### Task to carry out:
Copy the whole listing below exactly, with nothing left out.

__________________________________________________

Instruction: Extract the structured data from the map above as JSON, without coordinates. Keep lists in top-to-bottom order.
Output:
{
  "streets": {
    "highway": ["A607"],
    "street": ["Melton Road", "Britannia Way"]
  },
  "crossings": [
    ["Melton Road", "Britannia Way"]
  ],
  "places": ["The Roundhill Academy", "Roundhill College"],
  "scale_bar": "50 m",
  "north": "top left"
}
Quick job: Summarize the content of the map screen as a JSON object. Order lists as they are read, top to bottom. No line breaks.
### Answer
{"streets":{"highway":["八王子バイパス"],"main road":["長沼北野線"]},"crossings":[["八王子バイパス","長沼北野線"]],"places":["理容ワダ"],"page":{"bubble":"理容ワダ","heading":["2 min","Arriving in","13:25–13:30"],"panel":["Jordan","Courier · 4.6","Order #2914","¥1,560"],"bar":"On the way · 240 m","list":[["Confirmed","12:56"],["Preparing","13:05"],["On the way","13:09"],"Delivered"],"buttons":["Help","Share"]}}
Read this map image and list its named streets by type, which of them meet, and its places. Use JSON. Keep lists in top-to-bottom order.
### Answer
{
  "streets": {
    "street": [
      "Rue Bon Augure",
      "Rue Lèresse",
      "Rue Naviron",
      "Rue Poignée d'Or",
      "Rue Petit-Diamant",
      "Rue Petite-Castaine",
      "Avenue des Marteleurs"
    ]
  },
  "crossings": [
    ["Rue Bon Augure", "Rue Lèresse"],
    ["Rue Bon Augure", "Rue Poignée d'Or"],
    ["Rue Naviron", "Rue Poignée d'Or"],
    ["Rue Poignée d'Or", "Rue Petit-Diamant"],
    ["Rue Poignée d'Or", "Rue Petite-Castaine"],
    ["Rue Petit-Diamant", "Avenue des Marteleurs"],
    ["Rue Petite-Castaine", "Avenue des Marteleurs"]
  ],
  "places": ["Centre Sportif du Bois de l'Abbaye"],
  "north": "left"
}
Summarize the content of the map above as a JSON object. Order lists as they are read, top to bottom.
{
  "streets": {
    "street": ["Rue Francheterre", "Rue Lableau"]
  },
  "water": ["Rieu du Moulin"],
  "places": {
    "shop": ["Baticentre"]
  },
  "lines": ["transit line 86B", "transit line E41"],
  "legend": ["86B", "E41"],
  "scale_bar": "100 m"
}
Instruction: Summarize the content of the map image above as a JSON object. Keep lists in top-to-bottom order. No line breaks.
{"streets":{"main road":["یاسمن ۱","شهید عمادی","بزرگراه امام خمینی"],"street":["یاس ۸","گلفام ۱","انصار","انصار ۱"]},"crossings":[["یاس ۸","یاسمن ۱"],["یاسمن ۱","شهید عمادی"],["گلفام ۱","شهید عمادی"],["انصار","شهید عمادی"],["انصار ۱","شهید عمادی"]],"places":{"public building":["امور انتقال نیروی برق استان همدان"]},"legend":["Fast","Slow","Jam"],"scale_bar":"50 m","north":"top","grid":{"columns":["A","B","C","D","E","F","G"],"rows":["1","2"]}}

__________________________________________________

### Reply:
Instruction: Extract the structured data from the map above as JSON, without coordinates. Keep lists in top-to-bottom order.
Output:
{
  "streets": {
    "highway": ["A607"],
    "street": ["Melton Road", "Britannia Way"]
  },
  "crossings": [
    ["Melton Road", "Britannia Way"]
  ],
  "places": ["The Roundhill Academy", "Roundhill College"],
  "scale_bar": "50 m",
  "north": "top left"
}
Quick job: Summarize the content of the map screen as a JSON object. Order lists as they are read, top to bottom. No line breaks.
### Answer
{"streets":{"highway":["八王子バイパス"],"main road":["長沼北野線"]},"crossings":[["八王子バイパス","長沼北野線"]],"places":["理容ワダ"],"page":{"bubble":"理容ワダ","heading":["2 min","Arriving in","13:25–13:30"],"panel":["Jordan","Courier · 4.6","Order #2914","¥1,560"],"bar":"On the way · 240 m","list":[["Confirmed","12:56"],["Preparing","13:05"],["On the way","13:09"],"Delivered"],"buttons":["Help","Share"]}}
Read this map image and list its named streets by type, which of them meet, and its places. Use JSON. Keep lists in top-to-bottom order.
### Answer
{
  "streets": {
    "street": [
      "Rue Bon Augure",
      "Rue Lèresse",
      "Rue Naviron",
      "Rue Poignée d'Or",
      "Rue Petit-Diamant",
      "Rue Petite-Castaine",
      "Avenue des Marteleurs"
    ]
  },
  "crossings": [
    ["Rue Bon Augure", "Rue Lèresse"],
    ["Rue Bon Augure", "Rue Poignée d'Or"],
    ["Rue Naviron", "Rue Poignée d'Or"],
    ["Rue Poignée d'Or", "Rue Petit-Diamant"],
    ["Rue Poignée d'Or", "Rue Petite-Castaine"],
    ["Rue Petit-Diamant", "Avenue des Marteleurs"],
    ["Rue Petite-Castaine", "Avenue des Marteleurs"]
  ],
  "places": ["Centre Sportif du Bois de l'Abbaye"],
  "north": "left"
}
Summarize the content of the map above as a JSON object. Order lists as they are read, top to bottom.
{
  "streets": {
    "street": ["Rue Francheterre", "Rue Lableau"]
  },
  "water": ["Rieu du Moulin"],
  "places": {
    "shop": ["Baticentre"]
  },
  "lines": ["transit line 86B", "transit line E41"],
  "legend": ["86B", "E41"],
  "scale_bar": "100 m"
}
Instruction: Summarize the content of the map image above as a JSON object. Keep lists in top-to-bottom order. No line breaks.
{"streets":{"main road":["یاسمن ۱","شهید عمادی","بزرگراه امام خمینی"],"street":["یاس ۸","گلفام ۱","انصار","انصار ۱"]},"crossings":[["یاس ۸","یاسمن ۱"],["یاسمن ۱","شهید عمادی"],["گلفام ۱","شهید عمادی"],["انصار","شهید عمادی"],["انصار ۱","شهید عمادی"]],"places":{"public building":["امور انتقال نیروی برق استان همدان"]},"legend":["Fast","Slow","Jam"],"scale_bar":"50 m","north":"top","grid":{"columns":["A","B","C","D","E","F","G"],"rows":["1","2"]}}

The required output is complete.